The Government is committed to ensuring that the reality of the Holocaust is never forgotten, that issues still outstanding, such as restitution of property stolen during the Holocaust, are resolved and that the right lessons are drawn for the world’s continuing struggle against prejudice and hatred. Sir Andrew Burns, the Foreign Secretary’s Envoy for Post-Holocaust Issues, heads the UK’s post-Holocaust work abroad. He is tasked to ensure that the UK plays a prominent role in international discussions on all Holocaust-related matters, especially those relating to education and the opening of archives, and that we continue to respond to the concerns of Holocaust victims and their families.
The UK was a founding member of the Task Force for International Cooperation on Holocaust Education, Remembrance and Research (ITF). The December plenary meeting of the ITF agreed to rename the ITF the International Holocaust Remembrance Alliance (IHRA) and warmly welcomed the Foreign Secretary’s agreement that the UK should assume the Chairmanship for the year 2014–15 in succession to Canada. The UK delegation, made up of government representatives, academics and NGOs, continued to play a leading role in the development of the IHRA’s multi-year work plans in 2012 and in its initiatives on more effective Holocaust education, the battle against Holocaust denial and trivialisation and researching and commemorating the sites of mass murder throughout Europe.
The IHRA seeks to ensure that its 31 member states improve the ways in which they teach, research and commemorate the Holocaust by asking each to report on how they are fulfilling their commitments under the 2000 Declaration of the Stockholm International Forum on the Holocaust. The UK was asked to submit a report in 2012, among the first group of countries to be approached. Our report covered instances of Holocaust denial in the UK and other hate crimes and their relation to antisemitism, as well as inspiring examples of Holocaust research and education and the creation of memorials and museums. By giving a full, honest and frank account in our own country, we sought to set a high standard for annual self-criticism in future by other IHRA members.
The International Tracing Service (ITS) holds a vast, and unique, archive from the era of National Socialism, consisting of millions of personal records from wartime concentration camps and post-war displaced persons’ camps in the three Allied sectors of Germany, as well as the results of extensive enquiries into individual cases made over the past 65 years. The UK played a central role in the creation of the ITS, which is supervised by an International Commission of 11 member governments. The archive and tracing service have been run on the International Commission’s behalf since 1955 by the International Committee of the Red Cross (ICRC), but with the increasing focus on public access, research and education, the ICRC decided to withdraw from the role of directing the archive at the end of 2012. Sir Andrew Burns led the recruitment process to secure a new Director. The appointment of Professor Rebecca Boehling from the University of Maryland in the United States marks a new era in the management of the ITS. The FCO and the Wiener Library for the Study of the Holocaust and Genocide have also been arranging for the Wiener Library to hold and administer for public access a full digital copy of the ITS archive.
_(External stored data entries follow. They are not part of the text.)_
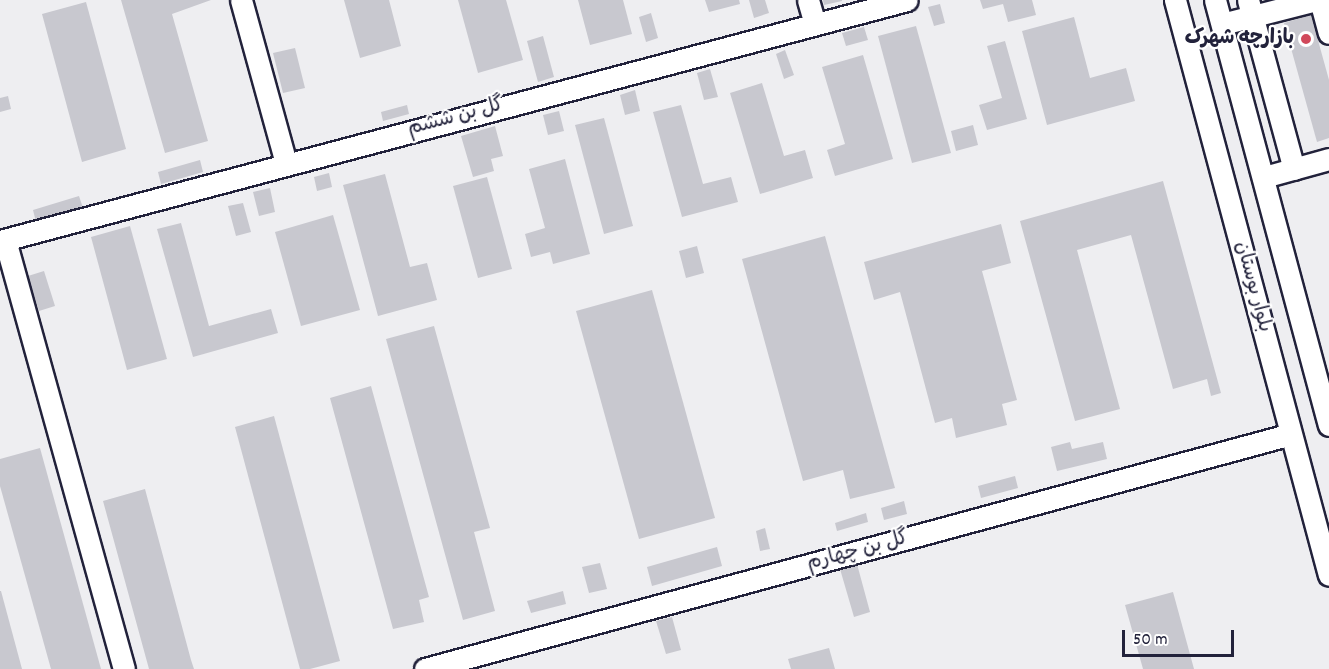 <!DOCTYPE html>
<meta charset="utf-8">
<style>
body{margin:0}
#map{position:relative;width:1329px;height:669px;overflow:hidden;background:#fff;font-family:Dekko,"Playpen Sans Arabic",sans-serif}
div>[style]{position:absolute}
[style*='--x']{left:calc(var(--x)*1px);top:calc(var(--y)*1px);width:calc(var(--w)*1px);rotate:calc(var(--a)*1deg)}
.built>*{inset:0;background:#eeeef1}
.building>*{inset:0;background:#c8c8cf}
.roads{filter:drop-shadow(2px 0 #22223b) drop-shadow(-2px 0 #22223b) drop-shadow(0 2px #22223b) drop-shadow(0 -2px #22223b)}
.minor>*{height:21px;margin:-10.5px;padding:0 10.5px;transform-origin:10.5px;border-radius:10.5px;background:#fff}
.dots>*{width:16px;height:16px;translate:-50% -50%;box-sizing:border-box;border:3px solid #fff;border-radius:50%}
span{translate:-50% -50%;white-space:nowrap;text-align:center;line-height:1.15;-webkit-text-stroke:4.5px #fff;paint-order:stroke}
.poi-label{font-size:20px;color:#22223b;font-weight:700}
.right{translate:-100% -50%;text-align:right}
.street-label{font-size:20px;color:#22223b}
.scale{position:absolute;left:1122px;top:630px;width:112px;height:27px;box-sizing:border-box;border:3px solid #22223b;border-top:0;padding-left:8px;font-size:18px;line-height:21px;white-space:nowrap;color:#22223b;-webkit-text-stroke:4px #fff;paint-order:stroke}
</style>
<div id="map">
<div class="built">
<div style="clip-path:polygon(0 0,1329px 0,1329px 669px,0 669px)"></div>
</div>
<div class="building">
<div style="clip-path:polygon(121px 0,211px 0,172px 14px,208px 141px,165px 153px)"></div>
<div style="clip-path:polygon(344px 0,389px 0,401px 46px,360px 58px)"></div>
<div style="clip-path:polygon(458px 0,506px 0,523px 60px,478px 73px)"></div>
<div style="clip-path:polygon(578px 0,623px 0,632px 34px,590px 45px)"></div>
<div style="clip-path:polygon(705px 0,739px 0,740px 4px,709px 12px)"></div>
<div style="clip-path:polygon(749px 0,765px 0,769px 13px,754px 18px)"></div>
<div style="clip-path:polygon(823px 0,842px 0,842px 1px,824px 5px)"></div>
<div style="clip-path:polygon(980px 0,1032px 0,1036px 15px,1008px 22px,1003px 4px,983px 9px)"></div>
<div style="clip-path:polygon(86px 2px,126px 149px,82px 162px,42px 14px)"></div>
<div style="clip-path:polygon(940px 4px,945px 23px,934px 26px,928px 7px)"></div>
<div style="clip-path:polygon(651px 13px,658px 38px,646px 42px,639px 17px)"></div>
<div style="clip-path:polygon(1311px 15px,1329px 80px,1329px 138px,1317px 142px,1284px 23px)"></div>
<div style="clip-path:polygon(1074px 17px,1090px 78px,1126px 68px,1135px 101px,1047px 125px,1022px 31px)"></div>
<div style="clip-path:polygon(916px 26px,951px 153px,912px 163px,878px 36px)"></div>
<div style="clip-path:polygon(864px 27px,868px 40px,846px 46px,842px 33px)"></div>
<div style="clip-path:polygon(543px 36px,554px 77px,538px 82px,527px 41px)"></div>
<div style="clip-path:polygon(1005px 41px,1027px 119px,987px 130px,979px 105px,1002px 98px,987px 46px)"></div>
<div style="clip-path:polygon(295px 48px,305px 88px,283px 93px,273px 53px)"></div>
<div style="clip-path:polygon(785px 50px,794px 75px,784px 79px,776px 54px)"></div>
<div style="clip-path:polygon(863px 55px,893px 159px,835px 176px,827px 150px,845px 144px,822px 67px)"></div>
<div style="clip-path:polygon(710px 69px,718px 97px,704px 100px,697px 73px)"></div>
<div style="clip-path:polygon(762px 83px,784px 156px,805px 150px,813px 178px,760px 194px,730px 93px)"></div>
<div style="clip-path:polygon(635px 90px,640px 111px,625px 115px,620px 95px)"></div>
<div style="clip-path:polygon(8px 96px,11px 109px,0 112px,0 98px)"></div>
<div style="clip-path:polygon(407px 105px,409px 114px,383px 121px,381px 112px)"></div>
<div style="clip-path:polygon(681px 105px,703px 184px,731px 177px,738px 202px,682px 217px,653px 112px)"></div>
<div style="clip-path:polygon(559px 111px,564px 131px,548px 135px,543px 115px)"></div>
<div style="clip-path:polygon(604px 118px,633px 226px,604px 234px,575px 125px)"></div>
<div style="clip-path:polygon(973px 125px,978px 145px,956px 151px,951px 131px)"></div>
<div style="clip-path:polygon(495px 126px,503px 156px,491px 159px,494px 171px,473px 177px,461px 136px)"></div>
<div style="clip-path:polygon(565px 159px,590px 254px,553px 264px,550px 252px,531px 257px,525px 234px,545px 228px,529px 169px)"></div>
<div style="clip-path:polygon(200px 160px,203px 172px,161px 184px,158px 172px)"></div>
<div style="clip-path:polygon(329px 173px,332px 187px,317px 191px,314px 177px)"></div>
<div style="clip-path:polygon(385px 174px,410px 267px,427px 263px,437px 300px,378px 316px,343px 185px)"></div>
<div style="clip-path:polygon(487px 177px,512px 269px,478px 278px,453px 186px)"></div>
<div style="clip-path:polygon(1163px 181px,1221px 393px,1211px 396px,1207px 379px,1173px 389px,1131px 235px,1077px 250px,1120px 409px,1075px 421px,1020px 221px)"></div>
<div style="clip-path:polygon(270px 188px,275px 212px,259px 216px,253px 192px)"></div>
<div style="clip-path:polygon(79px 196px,83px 208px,36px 222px,33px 210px)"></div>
<div style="clip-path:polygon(243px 203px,251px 232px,236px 236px,228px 206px)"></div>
<div style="clip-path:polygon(333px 215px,360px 310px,301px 326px,275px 232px)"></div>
<div style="clip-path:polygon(181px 223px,209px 326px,271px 309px,278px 333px,193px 357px,157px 229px)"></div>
<div style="clip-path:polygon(1001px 224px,1011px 263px,982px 271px,1017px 400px,1002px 404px,1007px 425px,956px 438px,952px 418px,935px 423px,900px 292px,874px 300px,864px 262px)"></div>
<div style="clip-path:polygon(130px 226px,167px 359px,127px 370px,91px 237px)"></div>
<div style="clip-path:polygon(825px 236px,895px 488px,850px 499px,843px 470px,803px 481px,742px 259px)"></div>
<div style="clip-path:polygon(697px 246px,704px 273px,686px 278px,679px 251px)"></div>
<div style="clip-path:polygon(44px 271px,55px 306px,39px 311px,28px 276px)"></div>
<div style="clip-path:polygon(652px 290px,715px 518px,639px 539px,576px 311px)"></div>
<div style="clip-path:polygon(434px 326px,490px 528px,474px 532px,495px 611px,463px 620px,386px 339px)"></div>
<div style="clip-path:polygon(371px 386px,429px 597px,419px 600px,424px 622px,393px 629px,330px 398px)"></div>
<div style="clip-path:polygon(274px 416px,340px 661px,310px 669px,300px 669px,235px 427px)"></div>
<div style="clip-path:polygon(1070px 442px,1072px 449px,1103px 442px,1107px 459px,1057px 471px,1051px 447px)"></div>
<div style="clip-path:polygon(40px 448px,101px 669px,51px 669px,0 486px,0 459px)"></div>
<div style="clip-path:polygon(1015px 476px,1018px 488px,981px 498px,978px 486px)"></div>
<div style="clip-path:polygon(145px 489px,191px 660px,194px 669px,149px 669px,103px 501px)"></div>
<div style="clip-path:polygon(904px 501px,907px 514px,884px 520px,881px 508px)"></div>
<div style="clip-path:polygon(866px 513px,868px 522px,837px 531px,835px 523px)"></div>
<div style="clip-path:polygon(765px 528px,770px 549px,760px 551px,756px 531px)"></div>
<div style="clip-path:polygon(717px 547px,722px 566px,652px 586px,647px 567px)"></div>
<div style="clip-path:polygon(600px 563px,607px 589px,589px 593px,582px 567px)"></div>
<div style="clip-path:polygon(857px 564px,870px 612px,854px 617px,840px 569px)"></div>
<div style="clip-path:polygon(0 591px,1px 591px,22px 669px,0 669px)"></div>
<div style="clip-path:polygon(563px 591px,566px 604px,531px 613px,527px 601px)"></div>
<div style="clip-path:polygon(1173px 592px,1194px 669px,1143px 669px,1125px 605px)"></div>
<div style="clip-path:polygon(672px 617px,681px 650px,666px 654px,656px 621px)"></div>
<div style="clip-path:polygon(829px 648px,835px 669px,791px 669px,788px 659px)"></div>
</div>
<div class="roads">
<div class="minor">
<div style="--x:241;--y:0;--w:169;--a:74.6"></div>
<div style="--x:808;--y:0;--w:25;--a:74"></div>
<div style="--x:1175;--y:0;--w:595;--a:75.01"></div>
<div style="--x:1215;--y:0;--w:440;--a:75"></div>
<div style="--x:1248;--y:0;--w:175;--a:74.8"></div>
<div style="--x:1320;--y:0;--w:34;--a:75"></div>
<div style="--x:1222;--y:24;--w:97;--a:-14.3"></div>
<div style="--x:1264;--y:177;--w:67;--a:-15.5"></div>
<div style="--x:5;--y:240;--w:445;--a:74.5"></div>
<div style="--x:0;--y:241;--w:938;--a:-14.88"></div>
<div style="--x:425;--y:669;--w:897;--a:-15.18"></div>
</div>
</div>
<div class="dots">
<div style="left:1306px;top:39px;background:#d1495b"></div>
</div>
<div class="poi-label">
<span class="right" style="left:1294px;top:39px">بازارچه شهرک</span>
</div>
<div class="street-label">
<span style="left:456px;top:118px;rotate:-15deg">گل بن ششم</span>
<span style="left:1252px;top:287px;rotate:75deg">بلوار بوستان</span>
<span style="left:858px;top:552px;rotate:-15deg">گل بن چهارم</span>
</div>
<div class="scale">50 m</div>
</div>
The European Shoah Legacy Institute (ESLI), set up by the Terezin Declaration of 2009, was established by the Czech government to address a number of outstanding Holocaust issues, including the difficult questions surrounding property restitution, including communal and private real estate and looted cultural property. At the Prague Immoveable Property Review Conference in 2012, the UK pressed participating governments to adopt practical and constructive measures of restitution rather than yet further declarations of principle and intent. In 2013, ESLI plans to convene a conference on the social welfare of Holocaust survivors.
In December, the Foreign Secretary marked the 70th anniversary of the UN declaration of 17 December 1942 by Sir Anthony Eden and 11 other wartime allies condemning Nazi extermination of the Jews in the strongest possible terms. The statement gave rise to public and parliamentary discussion in the UK and among the United Nations about what could be done to stop the genocide and had a strong impact on subsequent allied planning for the post-war trials of Nazi leaders.
The Holocaust remains an event sufficiently recent in time that there are survivors who still bear witness to the events which threatened to exterminate the Jewish people, the Roma and Sinti and many other vulnerable groups. It has left an indelible scar across Europe and is a perpetual reminder of the need for all governments to stand up against antisemitism, racism, prejudice, religious hatred, xenophobia and discrimination. In order to enhance understanding of the lessons of history and to enable informed policy formulation, the FCO has begun a training programme on the history of the Holocaust and subsequent genocides in Europe, Asia and Africa. We are also piloting a new training course with the London Jewish Cultural Centre on the nature of prejudice and the individual and collective response to it, and featuring testimonies from both a Russian Jewish Partisan from World War II and a survivor from the Rwandan genocide.
We will also mark the 75th anniversary in 2013 of the Kindertransport, when 10,000 Jewish and other children came to this country from Germany, Austria and Czechoslovakia to escape Nazi persecution and almost certain death.